Для этого приходилось истязать память Макса Кляйна: она далеко не всегда желала раскрывать подробности некоторых особенно страшных эпизодов. Были ли тому виной остатки личности Кляйна, которые пробудили дремавшие защитные механизмы психики, или нечто иное, я не знал. Прежде мне не доводилось переселяться в тела, в которых до меня обитал другой владелец. Возможно, Существо больше поднаторело в таких случаях, если судить по тому, как ловко оно утащило матрицу моего сознания из зоны действия фокусирующего луча. Но вряд ли оно ответило бы, даже если бы я спросил — или же потребовало бы взамен признать его власть, встать на колени, вознести молитву… Всё то, чего я ни при каких обстоятельствах делать не собирался.

Писал я на дрянной бумаге чернилами — в хозяйстве пастора Брауна печатной машинки не нашлось. Церковь, привыкшая измерять всё в веках, к неумолимой поступи прогресса пока не приспособилась. А может, дело было в нищете добросердечного Отто, который тянул на себе детей, лишившихся родителей и брошенных государством.

Так или иначе, я добросовестно царапал бумагу дешёвой перьевой ручкой-самопиской до утра, — а с первыми лучами солнца отправлялся в кузницу.
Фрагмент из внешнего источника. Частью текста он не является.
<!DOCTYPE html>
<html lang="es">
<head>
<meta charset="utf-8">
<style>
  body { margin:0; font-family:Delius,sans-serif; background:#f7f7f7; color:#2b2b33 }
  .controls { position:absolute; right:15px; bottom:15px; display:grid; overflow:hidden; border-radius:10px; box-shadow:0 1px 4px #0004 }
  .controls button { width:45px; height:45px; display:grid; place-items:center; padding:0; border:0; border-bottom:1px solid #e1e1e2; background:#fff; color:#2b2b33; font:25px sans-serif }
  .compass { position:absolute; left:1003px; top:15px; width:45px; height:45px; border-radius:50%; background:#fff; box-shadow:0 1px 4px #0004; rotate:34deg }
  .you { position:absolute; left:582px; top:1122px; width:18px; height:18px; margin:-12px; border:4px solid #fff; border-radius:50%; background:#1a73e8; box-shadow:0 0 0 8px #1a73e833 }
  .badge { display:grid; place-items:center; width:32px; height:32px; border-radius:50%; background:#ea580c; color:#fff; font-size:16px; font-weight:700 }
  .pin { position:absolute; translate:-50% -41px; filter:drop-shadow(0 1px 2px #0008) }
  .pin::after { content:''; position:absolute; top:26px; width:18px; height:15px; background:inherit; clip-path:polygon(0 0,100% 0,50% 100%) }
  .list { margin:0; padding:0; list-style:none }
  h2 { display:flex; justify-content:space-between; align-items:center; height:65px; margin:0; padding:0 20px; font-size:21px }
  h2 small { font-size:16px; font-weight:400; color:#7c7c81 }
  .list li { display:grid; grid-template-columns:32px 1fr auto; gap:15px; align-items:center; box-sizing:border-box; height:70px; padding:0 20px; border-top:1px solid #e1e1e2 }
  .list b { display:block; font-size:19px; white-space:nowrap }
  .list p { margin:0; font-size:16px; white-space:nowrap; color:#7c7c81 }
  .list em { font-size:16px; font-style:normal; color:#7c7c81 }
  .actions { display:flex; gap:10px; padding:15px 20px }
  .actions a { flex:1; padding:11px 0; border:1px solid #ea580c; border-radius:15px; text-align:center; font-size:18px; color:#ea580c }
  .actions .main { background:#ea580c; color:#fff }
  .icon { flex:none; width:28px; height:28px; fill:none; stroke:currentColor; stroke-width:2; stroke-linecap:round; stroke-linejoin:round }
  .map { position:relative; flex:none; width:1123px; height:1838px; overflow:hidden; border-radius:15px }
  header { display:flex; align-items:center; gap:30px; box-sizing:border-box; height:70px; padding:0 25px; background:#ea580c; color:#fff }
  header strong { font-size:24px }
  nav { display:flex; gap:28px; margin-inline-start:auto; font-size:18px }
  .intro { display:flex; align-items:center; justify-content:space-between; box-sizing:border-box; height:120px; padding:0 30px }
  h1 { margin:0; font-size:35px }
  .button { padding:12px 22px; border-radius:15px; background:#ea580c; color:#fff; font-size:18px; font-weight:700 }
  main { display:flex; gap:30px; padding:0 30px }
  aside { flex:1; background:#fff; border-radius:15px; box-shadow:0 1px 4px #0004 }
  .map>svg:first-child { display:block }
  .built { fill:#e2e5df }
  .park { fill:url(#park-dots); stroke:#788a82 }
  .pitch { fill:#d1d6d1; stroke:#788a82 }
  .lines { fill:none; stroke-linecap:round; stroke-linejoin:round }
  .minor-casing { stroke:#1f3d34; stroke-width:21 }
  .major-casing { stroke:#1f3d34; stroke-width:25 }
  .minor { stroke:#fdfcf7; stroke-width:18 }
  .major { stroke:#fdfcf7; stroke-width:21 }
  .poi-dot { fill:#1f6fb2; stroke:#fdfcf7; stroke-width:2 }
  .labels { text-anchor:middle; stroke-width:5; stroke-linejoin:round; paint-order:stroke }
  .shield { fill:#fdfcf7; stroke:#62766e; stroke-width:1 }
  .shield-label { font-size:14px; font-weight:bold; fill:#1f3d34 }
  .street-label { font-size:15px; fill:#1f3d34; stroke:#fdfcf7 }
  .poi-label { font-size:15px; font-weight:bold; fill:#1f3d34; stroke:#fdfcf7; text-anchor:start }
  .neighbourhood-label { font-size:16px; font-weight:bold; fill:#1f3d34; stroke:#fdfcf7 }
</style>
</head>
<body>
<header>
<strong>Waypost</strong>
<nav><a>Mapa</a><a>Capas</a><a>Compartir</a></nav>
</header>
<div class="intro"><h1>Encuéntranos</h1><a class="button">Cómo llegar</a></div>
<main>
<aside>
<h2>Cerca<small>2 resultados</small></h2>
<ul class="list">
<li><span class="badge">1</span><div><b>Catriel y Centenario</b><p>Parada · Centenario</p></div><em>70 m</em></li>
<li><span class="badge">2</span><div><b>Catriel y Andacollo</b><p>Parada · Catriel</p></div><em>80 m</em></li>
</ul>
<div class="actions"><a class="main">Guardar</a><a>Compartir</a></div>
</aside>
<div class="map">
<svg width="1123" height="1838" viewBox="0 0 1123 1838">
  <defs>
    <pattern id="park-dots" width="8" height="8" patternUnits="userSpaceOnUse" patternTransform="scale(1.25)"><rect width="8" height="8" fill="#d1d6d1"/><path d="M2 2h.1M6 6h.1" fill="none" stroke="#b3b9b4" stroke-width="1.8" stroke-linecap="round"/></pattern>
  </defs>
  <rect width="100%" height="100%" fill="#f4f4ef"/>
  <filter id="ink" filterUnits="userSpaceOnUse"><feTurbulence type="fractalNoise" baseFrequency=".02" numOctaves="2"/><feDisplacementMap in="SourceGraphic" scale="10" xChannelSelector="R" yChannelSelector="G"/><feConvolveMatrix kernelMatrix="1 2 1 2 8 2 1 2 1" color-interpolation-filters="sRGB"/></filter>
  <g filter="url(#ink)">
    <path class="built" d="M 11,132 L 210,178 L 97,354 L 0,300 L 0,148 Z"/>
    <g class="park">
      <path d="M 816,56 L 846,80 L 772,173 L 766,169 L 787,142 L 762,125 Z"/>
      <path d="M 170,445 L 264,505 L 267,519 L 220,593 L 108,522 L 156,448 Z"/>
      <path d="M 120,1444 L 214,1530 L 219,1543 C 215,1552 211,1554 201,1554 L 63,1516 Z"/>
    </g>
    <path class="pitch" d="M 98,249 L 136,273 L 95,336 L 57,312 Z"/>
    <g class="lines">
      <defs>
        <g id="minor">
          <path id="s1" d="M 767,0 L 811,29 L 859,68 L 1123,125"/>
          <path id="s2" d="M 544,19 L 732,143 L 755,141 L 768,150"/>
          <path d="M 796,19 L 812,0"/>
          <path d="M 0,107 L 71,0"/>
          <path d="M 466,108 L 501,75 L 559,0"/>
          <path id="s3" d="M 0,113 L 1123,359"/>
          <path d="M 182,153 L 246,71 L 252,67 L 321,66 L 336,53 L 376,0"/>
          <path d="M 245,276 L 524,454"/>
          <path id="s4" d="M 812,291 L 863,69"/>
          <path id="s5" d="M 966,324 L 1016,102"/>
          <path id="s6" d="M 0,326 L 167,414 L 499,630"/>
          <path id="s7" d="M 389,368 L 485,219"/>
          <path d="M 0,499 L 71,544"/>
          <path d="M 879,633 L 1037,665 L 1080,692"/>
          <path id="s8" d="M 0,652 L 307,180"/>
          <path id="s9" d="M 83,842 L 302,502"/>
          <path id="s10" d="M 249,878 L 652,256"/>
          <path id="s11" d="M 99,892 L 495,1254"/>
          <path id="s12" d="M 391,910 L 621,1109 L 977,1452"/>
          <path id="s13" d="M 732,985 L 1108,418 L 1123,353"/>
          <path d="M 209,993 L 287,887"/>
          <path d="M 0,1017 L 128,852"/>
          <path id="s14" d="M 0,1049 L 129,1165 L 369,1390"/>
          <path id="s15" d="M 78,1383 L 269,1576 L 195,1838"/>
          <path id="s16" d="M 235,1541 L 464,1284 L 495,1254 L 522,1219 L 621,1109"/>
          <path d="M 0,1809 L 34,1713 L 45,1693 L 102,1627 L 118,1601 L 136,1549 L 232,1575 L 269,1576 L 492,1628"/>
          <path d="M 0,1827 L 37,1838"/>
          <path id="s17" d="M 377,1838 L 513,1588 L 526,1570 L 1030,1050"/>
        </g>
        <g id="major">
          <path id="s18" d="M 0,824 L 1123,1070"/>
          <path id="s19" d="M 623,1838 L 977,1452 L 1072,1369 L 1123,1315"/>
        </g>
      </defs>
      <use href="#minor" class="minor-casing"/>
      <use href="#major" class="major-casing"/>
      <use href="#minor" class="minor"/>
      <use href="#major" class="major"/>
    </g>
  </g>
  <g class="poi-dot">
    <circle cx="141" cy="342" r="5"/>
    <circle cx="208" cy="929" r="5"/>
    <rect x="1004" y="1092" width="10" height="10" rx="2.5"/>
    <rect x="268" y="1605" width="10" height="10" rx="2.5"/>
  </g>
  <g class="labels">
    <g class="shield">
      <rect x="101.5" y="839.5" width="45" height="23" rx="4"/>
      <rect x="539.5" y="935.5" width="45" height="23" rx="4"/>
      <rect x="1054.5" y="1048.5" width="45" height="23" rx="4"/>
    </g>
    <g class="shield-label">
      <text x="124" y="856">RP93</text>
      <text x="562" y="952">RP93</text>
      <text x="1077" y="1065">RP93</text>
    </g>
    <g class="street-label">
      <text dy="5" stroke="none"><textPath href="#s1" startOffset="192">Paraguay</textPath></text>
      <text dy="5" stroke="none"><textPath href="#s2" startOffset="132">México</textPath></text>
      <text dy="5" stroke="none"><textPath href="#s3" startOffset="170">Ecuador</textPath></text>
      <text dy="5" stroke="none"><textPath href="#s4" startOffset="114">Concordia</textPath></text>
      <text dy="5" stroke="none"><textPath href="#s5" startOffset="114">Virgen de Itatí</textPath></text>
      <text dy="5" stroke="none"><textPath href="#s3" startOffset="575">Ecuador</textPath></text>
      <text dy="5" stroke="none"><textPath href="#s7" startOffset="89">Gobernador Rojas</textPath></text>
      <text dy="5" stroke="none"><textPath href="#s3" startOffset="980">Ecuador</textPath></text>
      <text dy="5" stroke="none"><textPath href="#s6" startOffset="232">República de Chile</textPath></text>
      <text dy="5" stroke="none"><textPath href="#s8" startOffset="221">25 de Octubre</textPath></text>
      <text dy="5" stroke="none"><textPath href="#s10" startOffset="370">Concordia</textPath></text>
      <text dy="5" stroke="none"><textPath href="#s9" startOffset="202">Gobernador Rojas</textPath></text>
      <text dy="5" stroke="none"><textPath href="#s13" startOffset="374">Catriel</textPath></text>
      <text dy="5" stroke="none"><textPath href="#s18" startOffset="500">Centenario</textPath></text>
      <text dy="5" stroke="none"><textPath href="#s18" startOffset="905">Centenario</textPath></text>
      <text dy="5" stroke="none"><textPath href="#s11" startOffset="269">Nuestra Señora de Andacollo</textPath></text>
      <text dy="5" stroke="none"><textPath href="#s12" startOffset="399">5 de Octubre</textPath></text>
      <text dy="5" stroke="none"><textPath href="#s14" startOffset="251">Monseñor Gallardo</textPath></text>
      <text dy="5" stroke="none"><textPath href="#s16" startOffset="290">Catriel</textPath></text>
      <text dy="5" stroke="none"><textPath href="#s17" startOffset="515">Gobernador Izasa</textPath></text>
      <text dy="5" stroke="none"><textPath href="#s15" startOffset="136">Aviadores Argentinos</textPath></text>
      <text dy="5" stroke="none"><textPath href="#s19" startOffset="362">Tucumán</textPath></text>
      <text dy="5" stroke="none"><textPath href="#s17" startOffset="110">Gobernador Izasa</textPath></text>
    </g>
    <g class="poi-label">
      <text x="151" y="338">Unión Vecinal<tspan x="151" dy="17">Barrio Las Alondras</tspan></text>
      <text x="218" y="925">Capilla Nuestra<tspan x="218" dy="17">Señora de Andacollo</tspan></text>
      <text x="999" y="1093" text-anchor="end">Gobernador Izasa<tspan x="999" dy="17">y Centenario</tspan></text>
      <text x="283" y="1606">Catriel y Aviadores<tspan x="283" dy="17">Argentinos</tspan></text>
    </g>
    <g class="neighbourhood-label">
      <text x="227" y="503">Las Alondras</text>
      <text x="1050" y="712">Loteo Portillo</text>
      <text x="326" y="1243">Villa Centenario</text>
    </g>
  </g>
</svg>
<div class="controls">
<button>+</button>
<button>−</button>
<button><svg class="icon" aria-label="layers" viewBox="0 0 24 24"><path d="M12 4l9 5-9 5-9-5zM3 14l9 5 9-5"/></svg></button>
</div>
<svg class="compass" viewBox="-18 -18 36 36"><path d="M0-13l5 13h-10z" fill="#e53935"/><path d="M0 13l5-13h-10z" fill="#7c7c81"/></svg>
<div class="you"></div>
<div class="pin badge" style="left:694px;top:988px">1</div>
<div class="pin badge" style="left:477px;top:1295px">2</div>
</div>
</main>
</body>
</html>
Поначалу Георг жаловался, что я поднимаю его ни свет ни заря. Утопая в хандре, он совсем разучился работать на совесть. Но как отвык, так и привык обратно. Тем более что помимо мемуаров я чертил схемы машин, а также теоретические выкладки обо всём, что создавалось — и будет создаваться в дальнейшем — в его мастерской. Эти записи доставались ему в качестве платы за то, что я пользовался кузницей… А также за то, что он служил мальчиком на побегушках, доставая для меня материалы для гидравлического станка и установки по очистке природного газа.
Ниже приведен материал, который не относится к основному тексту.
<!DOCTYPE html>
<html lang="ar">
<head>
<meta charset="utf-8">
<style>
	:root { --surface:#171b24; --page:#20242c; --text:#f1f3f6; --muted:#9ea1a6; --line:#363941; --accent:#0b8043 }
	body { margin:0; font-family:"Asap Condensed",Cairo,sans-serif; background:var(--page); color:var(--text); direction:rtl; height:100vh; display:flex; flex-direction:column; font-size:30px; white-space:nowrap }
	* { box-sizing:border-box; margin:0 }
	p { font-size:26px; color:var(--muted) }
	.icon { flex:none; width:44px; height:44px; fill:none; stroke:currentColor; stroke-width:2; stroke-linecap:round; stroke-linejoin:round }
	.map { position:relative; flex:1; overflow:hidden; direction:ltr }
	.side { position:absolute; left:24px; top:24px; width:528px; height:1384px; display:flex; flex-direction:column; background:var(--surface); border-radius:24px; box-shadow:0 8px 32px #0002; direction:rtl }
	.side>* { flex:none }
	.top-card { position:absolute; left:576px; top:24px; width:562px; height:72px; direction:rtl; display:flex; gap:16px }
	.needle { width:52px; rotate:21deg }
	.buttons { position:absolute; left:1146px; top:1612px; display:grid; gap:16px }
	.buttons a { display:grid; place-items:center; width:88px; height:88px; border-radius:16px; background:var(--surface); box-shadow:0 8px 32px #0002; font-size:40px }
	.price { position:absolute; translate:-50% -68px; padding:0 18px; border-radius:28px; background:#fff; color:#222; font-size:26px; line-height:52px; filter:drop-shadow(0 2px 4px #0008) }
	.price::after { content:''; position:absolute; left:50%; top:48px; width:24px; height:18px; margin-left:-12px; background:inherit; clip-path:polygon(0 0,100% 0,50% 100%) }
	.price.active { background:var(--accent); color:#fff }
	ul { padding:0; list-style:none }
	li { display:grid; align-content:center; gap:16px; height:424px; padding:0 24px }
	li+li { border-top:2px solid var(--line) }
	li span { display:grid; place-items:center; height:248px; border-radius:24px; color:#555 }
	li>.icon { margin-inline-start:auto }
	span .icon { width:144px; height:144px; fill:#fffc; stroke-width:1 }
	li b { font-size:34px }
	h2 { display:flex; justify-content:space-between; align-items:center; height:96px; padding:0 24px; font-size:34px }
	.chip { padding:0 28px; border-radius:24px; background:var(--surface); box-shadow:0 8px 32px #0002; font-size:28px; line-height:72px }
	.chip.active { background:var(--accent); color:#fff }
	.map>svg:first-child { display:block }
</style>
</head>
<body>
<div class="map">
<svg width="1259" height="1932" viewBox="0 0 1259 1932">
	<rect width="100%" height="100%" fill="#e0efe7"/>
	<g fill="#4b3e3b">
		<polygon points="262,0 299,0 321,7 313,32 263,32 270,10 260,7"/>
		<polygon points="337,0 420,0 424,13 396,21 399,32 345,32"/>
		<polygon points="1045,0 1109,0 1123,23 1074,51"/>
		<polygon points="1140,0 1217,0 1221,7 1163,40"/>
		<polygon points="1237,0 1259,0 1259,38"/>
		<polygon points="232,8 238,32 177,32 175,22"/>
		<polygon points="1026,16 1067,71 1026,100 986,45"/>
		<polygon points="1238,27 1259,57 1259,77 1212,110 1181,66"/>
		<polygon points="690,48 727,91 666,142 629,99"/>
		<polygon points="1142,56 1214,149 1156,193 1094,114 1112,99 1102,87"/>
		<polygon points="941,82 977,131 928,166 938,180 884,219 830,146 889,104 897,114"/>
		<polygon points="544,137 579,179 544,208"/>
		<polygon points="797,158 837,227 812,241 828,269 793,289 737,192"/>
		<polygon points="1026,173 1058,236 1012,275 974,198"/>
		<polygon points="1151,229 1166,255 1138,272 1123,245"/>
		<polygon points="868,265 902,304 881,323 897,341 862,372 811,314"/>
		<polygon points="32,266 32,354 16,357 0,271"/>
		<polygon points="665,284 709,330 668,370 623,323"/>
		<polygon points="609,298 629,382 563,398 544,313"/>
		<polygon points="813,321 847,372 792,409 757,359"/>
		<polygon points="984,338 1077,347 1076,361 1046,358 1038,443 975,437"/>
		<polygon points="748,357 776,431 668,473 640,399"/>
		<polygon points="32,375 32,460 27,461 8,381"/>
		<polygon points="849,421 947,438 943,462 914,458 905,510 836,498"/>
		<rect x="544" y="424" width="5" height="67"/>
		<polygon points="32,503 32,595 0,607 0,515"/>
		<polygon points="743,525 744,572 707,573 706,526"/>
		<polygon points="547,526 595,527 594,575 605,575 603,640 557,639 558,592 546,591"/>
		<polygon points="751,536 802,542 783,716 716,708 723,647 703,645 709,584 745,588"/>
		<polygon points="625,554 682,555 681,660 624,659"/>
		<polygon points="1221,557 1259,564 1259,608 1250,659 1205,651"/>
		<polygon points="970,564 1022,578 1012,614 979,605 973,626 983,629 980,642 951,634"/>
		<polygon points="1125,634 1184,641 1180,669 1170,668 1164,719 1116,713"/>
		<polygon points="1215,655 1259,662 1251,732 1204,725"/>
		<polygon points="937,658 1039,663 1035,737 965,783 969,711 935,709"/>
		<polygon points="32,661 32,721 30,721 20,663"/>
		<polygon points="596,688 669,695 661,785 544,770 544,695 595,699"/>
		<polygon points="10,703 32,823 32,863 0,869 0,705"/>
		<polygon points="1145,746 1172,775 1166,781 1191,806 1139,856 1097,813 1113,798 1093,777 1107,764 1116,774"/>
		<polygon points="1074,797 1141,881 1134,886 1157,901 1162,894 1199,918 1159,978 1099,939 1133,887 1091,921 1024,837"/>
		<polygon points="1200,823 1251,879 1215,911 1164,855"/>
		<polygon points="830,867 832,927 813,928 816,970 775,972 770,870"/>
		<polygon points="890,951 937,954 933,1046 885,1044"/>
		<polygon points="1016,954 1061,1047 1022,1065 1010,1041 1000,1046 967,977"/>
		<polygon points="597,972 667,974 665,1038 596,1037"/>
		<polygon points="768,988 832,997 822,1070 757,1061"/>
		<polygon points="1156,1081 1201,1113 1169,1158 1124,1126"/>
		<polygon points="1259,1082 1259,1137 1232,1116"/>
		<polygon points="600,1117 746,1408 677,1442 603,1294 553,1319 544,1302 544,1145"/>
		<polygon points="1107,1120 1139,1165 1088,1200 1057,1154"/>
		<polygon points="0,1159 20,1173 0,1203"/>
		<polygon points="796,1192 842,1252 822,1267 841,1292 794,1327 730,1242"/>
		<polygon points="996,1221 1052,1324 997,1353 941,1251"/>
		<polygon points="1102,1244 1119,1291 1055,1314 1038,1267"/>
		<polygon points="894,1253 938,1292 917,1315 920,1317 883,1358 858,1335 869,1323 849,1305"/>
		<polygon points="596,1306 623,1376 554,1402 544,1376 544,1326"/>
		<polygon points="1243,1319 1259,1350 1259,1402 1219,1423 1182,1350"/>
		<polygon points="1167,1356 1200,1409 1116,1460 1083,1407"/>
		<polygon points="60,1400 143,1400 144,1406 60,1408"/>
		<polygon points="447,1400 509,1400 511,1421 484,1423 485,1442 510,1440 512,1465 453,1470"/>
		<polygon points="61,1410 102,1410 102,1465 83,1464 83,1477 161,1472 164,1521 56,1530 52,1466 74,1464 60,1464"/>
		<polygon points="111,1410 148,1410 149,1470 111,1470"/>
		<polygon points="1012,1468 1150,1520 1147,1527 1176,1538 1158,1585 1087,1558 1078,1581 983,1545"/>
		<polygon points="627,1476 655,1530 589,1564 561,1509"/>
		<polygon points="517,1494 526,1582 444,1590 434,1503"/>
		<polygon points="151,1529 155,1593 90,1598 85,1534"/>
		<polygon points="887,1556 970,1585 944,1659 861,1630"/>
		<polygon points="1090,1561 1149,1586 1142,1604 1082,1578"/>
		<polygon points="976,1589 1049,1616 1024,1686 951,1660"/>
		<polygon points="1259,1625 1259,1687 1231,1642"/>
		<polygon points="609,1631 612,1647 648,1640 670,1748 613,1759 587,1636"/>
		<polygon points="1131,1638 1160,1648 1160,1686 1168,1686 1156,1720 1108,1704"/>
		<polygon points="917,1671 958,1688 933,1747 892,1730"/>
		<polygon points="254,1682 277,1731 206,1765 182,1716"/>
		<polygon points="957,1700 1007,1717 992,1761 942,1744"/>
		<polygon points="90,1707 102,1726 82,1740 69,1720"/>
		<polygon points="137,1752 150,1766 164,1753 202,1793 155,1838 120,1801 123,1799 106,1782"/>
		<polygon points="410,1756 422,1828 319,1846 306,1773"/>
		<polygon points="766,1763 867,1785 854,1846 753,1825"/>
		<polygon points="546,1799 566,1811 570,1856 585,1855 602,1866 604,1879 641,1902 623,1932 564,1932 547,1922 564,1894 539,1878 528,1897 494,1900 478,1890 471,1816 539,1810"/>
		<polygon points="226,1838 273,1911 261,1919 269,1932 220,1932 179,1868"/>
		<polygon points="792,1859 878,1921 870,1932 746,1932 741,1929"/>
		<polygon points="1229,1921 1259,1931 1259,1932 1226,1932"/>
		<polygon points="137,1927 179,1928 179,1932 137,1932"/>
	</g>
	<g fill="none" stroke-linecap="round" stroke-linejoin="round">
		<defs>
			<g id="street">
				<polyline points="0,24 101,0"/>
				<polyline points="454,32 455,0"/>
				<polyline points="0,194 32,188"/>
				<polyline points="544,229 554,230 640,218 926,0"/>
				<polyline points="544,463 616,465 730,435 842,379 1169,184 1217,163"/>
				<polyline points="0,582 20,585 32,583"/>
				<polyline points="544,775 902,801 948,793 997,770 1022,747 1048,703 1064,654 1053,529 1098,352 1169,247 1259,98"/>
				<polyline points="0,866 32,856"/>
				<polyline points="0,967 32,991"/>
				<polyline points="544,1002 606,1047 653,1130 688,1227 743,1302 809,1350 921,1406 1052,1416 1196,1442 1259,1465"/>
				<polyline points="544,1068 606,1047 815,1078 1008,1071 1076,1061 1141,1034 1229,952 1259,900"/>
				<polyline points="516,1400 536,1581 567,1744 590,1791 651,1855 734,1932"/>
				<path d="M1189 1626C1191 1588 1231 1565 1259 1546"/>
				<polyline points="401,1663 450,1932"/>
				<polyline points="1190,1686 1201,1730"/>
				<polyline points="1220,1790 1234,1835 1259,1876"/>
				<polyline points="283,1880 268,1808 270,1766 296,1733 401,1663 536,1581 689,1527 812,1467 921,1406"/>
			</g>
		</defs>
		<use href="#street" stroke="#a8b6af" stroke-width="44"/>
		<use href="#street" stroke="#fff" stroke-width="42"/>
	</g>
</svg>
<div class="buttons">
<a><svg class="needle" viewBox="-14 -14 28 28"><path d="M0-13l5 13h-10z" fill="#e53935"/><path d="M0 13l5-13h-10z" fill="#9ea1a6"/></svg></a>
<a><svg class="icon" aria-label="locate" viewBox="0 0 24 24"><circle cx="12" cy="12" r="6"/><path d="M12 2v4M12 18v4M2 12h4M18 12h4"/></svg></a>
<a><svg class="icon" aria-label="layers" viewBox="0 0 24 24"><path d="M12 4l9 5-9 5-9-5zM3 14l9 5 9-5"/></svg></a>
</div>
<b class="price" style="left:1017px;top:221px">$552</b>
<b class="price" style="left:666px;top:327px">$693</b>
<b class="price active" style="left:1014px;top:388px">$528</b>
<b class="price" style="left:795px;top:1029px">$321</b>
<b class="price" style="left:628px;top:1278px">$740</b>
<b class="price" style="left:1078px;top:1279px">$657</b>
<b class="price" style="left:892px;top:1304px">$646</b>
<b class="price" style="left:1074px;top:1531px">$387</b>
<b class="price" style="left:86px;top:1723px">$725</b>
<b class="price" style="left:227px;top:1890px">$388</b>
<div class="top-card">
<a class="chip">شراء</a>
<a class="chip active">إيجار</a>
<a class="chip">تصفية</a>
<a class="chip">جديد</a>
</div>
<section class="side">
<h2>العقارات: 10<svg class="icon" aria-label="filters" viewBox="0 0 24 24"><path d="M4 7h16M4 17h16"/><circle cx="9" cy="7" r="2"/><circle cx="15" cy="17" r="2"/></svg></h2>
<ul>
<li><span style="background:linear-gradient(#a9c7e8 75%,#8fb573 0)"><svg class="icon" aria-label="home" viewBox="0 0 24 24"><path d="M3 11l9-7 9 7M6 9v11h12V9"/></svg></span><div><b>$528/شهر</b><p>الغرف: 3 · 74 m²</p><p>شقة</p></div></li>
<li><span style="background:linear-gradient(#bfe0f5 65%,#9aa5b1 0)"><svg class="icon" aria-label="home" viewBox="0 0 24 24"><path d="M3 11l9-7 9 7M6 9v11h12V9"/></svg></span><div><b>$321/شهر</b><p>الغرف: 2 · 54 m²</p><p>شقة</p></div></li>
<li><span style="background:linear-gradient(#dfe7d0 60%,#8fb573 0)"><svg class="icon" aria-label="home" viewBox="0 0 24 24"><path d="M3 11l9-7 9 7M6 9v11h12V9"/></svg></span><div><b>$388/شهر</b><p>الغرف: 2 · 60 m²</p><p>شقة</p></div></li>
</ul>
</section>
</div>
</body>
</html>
Права на патенты я великодушно отдал ему. Он немало разбогатеет, когда придёт время явить их в свет — то есть когда я выйду на крупных немецких промышленников. До тех пор Георг покупал всё в долг. Деньги на модернизацию мне удалось занять у фирмы «Краузе и Шмидт», дела у которой после махинаций с векселями пошли в гору. Вдобавок выросли продажи: зимой в некрологах появлялось больше фамилий, и спрос на могильные памятники резко подскочил.

От ростовщика приходили два дуболома, выбивавшие для него долги. Моё своевременное вмешательство обеспечило Шварцу длительную рассрочку. После короткого разговора оба парня сочли за лучшее на время забыть о Георге. Покидали они мастерскую, пятясь и не переставая благодарить меня за то, что не переломал им ноги и не выбил все зубы. А я, в сущности, ничего не сделал для того, чтобы заслужить столь пугающую репутацию. Просто вышел к ним, перемазанный машинным маслом, с увесистым молотком в руке и широкой улыбкой на губах. Но испугались не только они: у Шварца был такой вид, будто его вот-вот хватит удар. Остаток дня он провёл, вздрагивая от каждого моего движения.